Figure 4. EnvZ-RstB Chimeric Proteins Isolate Dimerization Specificity to the DHp Domain Base

(A) Sequence alignment of the DHp domains of EnvZ, RstB and chimeras 1–4. Amino acids mutated, relative to EnvZ, to make the chimeras are shown in bold. The columns highlighted in color correspond to covarying residues in cluster 1 (I252, T256, I270) and cluster 2 (A255, L266, S269). The highlighted column in orange corresponds to the highly conserved histidine. Locations of the two helices in the DHp domain are indicated. (B) Models of chimeras 1–4 showing residues from EnvZ in blue and residues from RstB in red. The EnvZ NMR structure is used as a template. The chimeras are fused to the EnvZ CA domain, which is omitted in the models. (C) Interactions between EnvZ_DC or chimeras 1–4 with EnvZ_HDC (5 µM each of the CFP and YFP fusions).

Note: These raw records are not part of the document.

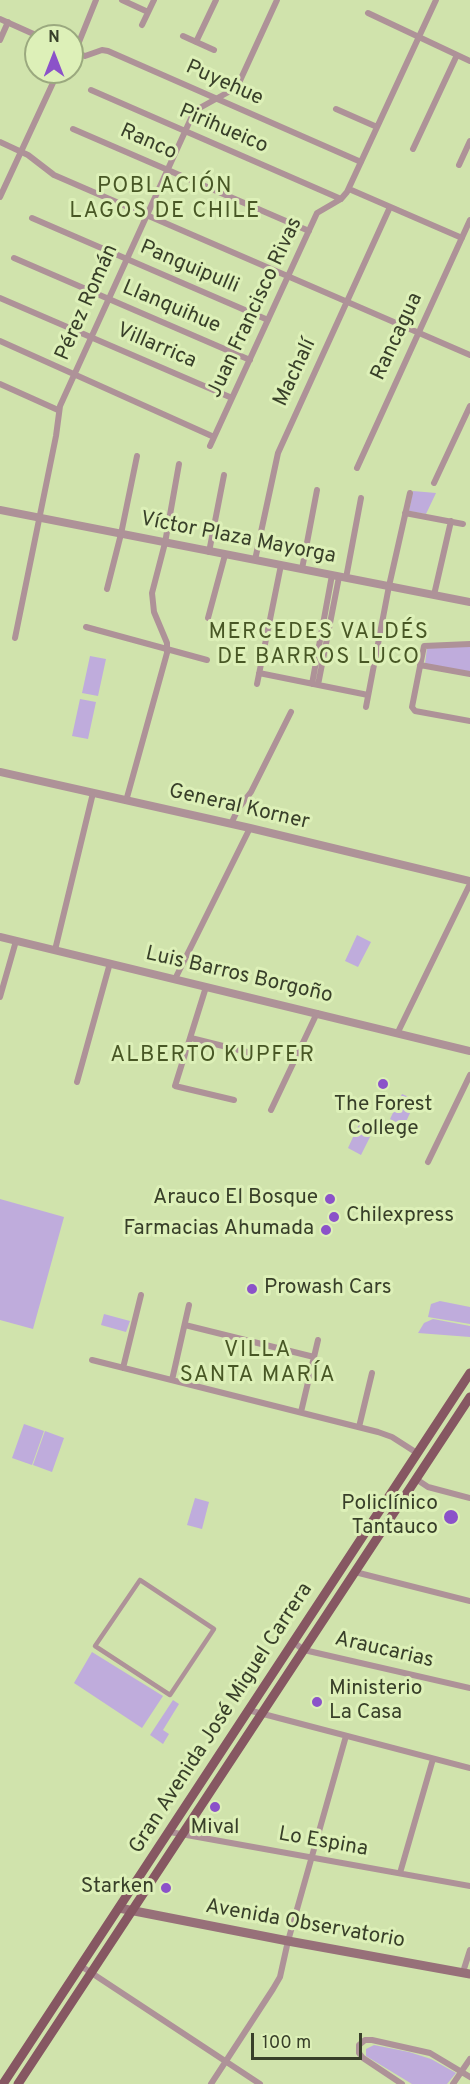 <!DOCTYPE html>
<html>
<head>
<meta charset="utf-8">
<style>
  body { margin:0 }
  #map { position:relative; width:470px; height:2084px; overflow:hidden; background:#d0e3ac; font-family:Overpass,sans-serif }
  canvas { display:block }
  .north { position:absolute; left:24px; top:24px; width:60px; height:60px; box-sizing:border-box; background:#ddf0b8; border:2px solid #9ba97f; border-radius:50%; rotate:0deg; font-size:16px; font-weight:700; line-height:24px; text-align:center; color:#383f29 }
  .north::after { content:''; display:block; margin:auto; width:21px; height:27px; background:#8b52c9; clip-path:polygon(50% 0,100% 100%,50% 72%,0 100%) }
  .scale { position:absolute; left:251px; top:2033px; width:111px; height:27px; box-sizing:border-box; border:3px solid #383f29; border-top:0; padding-left:8px; font-size:18px; line-height:21px; white-space:nowrap; color:#383f29; -webkit-text-stroke:4px #ddf0b8; paint-order:stroke }
</style>
</head>
<body>
<div id="map">
<canvas width="470" height="2084"></canvas>
<div class="north">N</div>
<div class="scale">100 m</div>
</div>
<script>
const ctx = document.querySelector('canvas').getContext('2d');
ctx.lineJoin = 'round';
function fillPath(path, color) {
  ctx.fillStyle = color;
  ctx.fill(path, 'evenodd');
}
function toPath(rows) {
  const path = new Path2D();
  for (const r of rows) {
    path.moveTo(r[0], r[1]);
    for (let i = 2; i < r.length; i += 2) path.lineTo(r[i], r[i + 1]);
  }
  return path;
}
function strokePath(path, color, width, dash) {
  ctx.strokeStyle = color;
  ctx.lineWidth = width;
  ctx.lineCap = dash ? 'butt' : 'round';
  ctx.setLineDash(dash || []);
  ctx.stroke(path);
}
function label(font, color, halo, rows, align = 'center') {
  ctx.font = font + ' Overpass,sans-serif';
  ctx.lineWidth = 6;
  ctx.setLineDash([]);
  ctx.textBaseline = 'middle';
  ctx.strokeStyle = halo;
  ctx.fillStyle = color;
  for (const [text, x, y, turn = 0] of rows) {
    ctx.save();
    ctx.translate(x, y);
    ctx.rotate((+turn || 0) * Math.PI / 180);
    ctx.textAlign = isNaN(turn) ? turn : align;
    if (halo) ctx.strokeText(text, 0, 0);
    ctx.fillText(text, 0, 0);
    ctx.restore();
  }
}
const green = toPath([
  [413,491,436,493,426,514,409,511],
  [470,646,470,672,425,664,427,648],
  [90,656,106,659,98,696,82,693],
  [80,699,96,702,88,739,72,736],
  [357,935,371,942,358,967,345,961],
  [402,1094,416,1100,404,1126,390,1119],
  [360,1122,374,1129,361,1155,348,1148],
  [0,1199,64,1217,33,1329,0,1320],
  [440,1301,470,1307,470,1324,428,1317,431,1304],
  [104,1314,130,1321,126,1332,101,1325],
  [433,1319,470,1326,470,1337,418,1333,424,1323],
  [24,1424,44,1431,32,1465,12,1458],
  [45,1431,64,1438,52,1472,33,1465],
  [195,1498,209,1502,202,1529,187,1525],
  [92,1652,163,1696,142,1728,74,1683],
  [173,1700,179,1704,163,1730,169,1734,163,1744,150,1735],
  [374,2045,409,2052,431,2059,456,2073,447,2084,412,2084,366,2056,366,2049]
]);
const pedestrian = toPath([
  [140,1580,214,1629,170,1695,95,1646,140,1580]
]);
const minor = toPath([
  [122,0,148,12],
  [368,13,470,61],
  [0,19,38,36],
  [142,25,154,0],
  [183,36,214,50],
  [0,40,8,22],
  [196,42,216,0],
  [72,51,85,56,102,50,108,51,361,162],
  [75,52,96,0],
  [91,90,341,199],
  [336,109,377,127],
  [73,129,309,231],
  [0,142,28,155,54,175,470,355],
  [413,149,457,55],
  [459,165,470,141],
  [349,189,462,238],
  [0,197,58,72],
  [32,218,268,320],
  [14,258,250,360],
  [0,298,232,398],
  [0,341,214,437],
  [0,384,58,410],
  [210,446,317,213,341,199,347,192,436,0],
  [357,468,470,220],
  [434,483,470,406],
  [405,513,463,524],
  [209,552,224,475],
  [255,560,278,453,390,207],
  [302,569,317,490],
  [346,578,361,498],
  [107,589,121,534,137,456],
  [434,595,451,521],
  [208,618,225,555],
  [86,627,207,660],
  [15,638,56,436,60,406,193,114,196,110,232,90,238,85,277,0],
  [470,644,424,646,412,707,415,711,470,721],
  [420,665,470,674],
  [259,673,368,695],
  [257,684,281,565],
  [312,684,332,575],
  [318,685,339,577],
  [366,707,389,586,410,493],
  [126,801,167,653,167,643,154,612,152,593,165,543,179,464],
  [231,824,238,809,251,792,291,712],
  [55,950,93,793],
  [175,979,250,828],
  [206,987,175,1086,234,1100],
  [0,997,16,941],
  [398,1032,470,884],
  [191,1038,255,1054],
  [77,1082,110,963],
  [271,1110,317,1013],
  [428,1162,470,1075],
  [185,1325,314,1357],
  [92,1360,378,1432,392,1437,417,1453],
  [123,1368,141,1295],
  [172,1380,189,1305],
  [301,1412,318,1340],
  [359,1427,372,1373],
  [416,1479,428,1487,470,1498],
  [355,1572,470,1601],
  [293,1642,304,1650,470,1688],
  [248,1710,470,1768],
  [170,1832,470,1886],
  [400,1873,433,1759],
  [81,1966,260,2084],
  [463,1972,470,1950],
  [211,2084,273,1989,280,1977,288,1941,346,1736],
  [402,2084,363,2058,359,2053,359,2045,365,2040,372,2040,430,2053,470,2077],
  [453,2084,470,2059]
]);
const tertiary = toPath([
  [0,510,470,602],
  [0,772,250,828,470,881],
  [0,937,470,1051]
]);
const secondary = toPath([
  [119,1908,288,1941,470,1974]
]);
const primary = toPath([
  [3,2084,470,1373],
  [18,2084,470,1397]
]);
const markers = [
  [383,1084,6,"#8b52c9"],
  [330,1199,6,"#8b52c9"],
  [334,1217,6,"#8b52c9"],
  [326,1230,6,"#8b52c9"],
  [252,1289,6,"#8b52c9"],
  [451,1517,8,"#8b52c9"],
  [317,1702,6,"#8b52c9"],
  [215,1807,6,"#8b52c9"],
  [166,1888,6,"#8b52c9"]
];
const streetNames = [
  ["Puyehue",224,84,24],
  ["Pirihueico",223,130,23],
  ["Ranco",148,143,24],
  ["Panguipulli",189,268,23],
  ["Pérez Román",88,303,-66],
  ["Llanquihue",171,308,23],
  ["Juan Francisco Rivas",256,308,-65],
  ["Rancagua",398,337,-65],
  ["Villarrica",156,347,23],
  ["Machalí",296,373,-65],
  ["Víctor Plaza Mayorga",238,539,11],
  ["General Korner",239,808,13],
  ["Luis Barros Borgoño",239,976,13],
  ["Araucarias",384,1651,13],
  ["Gran Avenida José Miguel Carrera",222,1719,-57],
  ["Lo Espina",323,1843,10],
  ["Avenida Observatorio",305,1925,10]
];
const poiNames = [
  ["The Forest",383,1106,"center"],
  ["College",383,1130,"center"],
  ["Arauco El Bosque",318,1199],
  ["Chilexpress",346,1217,"left"],
  ["Farmacias Ahumada",314,1230],
  ["Prowash Cars",264,1289,"left"],
  ["Policlínico",438,1505],
  ["Tantauco",438,1529],
  ["Ministerio",329,1690,"left"],
  ["La Casa",329,1714,"left"],
  ["Mival",215,1829,"center"],
  ["Starken",154,1888]
];
const neighbourhoodNames = [
  ["POBLACIÓN",165,188],
  ["LAGOS DE CHILE",165,213],
  ["MERCEDES VALDÉS",319,634],
  ["DE BARROS LUCO",319,659],
  ["ALBERTO KUPFER",213,1057],
  ["VILLA",258,1352],
  ["SANTA MARÍA",258,1377]
];
fillPath(green, '#bfacdc');
strokePath(pedestrian, '#ae9298', 4.5);
strokePath(minor, '#ae9298', 6);
strokePath(tertiary, '#ae9298', 8);
strokePath(secondary, '#977079', 9);
strokePath(primary, '#865762', 9);
for (const [x, y, r, color] of markers) {
  const dot = new Path2D();
  dot.arc(x, y, r, 0, 2 * Math.PI);
  ctx.fillStyle = color;
  ctx.fill(dot);
  strokePath(dot, '#ddf0b8', 2);
}
label('21px', '#383f29', '#ddf0b8', streetNames);
label('21px', '#383f29', '#ddf0b8', poiNames, 'right');
ctx.letterSpacing = '1.5px';
label('22px', '#485725', '#ddf0b8', neighbourhoodNames);
ctx.letterSpacing = '0px';
</script>
</body>
</html>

Figure 5. Phosphotransfer Specificity for Dimerization Specificity Switch Mutants

Each kinase (HK) was autophosphorylated with radiolabeled ATP and either incubated alone (−) or assayed for phosphotransfer to a response regulator (RR). (A) EnvZ_DC and RstB_HDC phosphorylated their cognate response regulators, OmpR and RstA, respectively. Chimera 2 showed a switch in phosphotransfer specificity relative to chimera 1. (B) Phosphotransfer specificity of EnvZ_DC dimerization specificity switch mutants Mut 1–3, defined as in the figure. (C) View from the base of the four-helix bundle in EnvZ, with positions affecting interaction specificity shown in space-filling form. Cluster 1 positions 252, 256, and 270, and cluster 2 position 266 (blue) are buried in the dimerization interface. Positions 250, 254, 255, and 269, previously identified to affect histidine kinase-response regulator phosphotransfer specificity (red) are solvent-exposed. The residues are mapped onto the EnvZ DHp domain.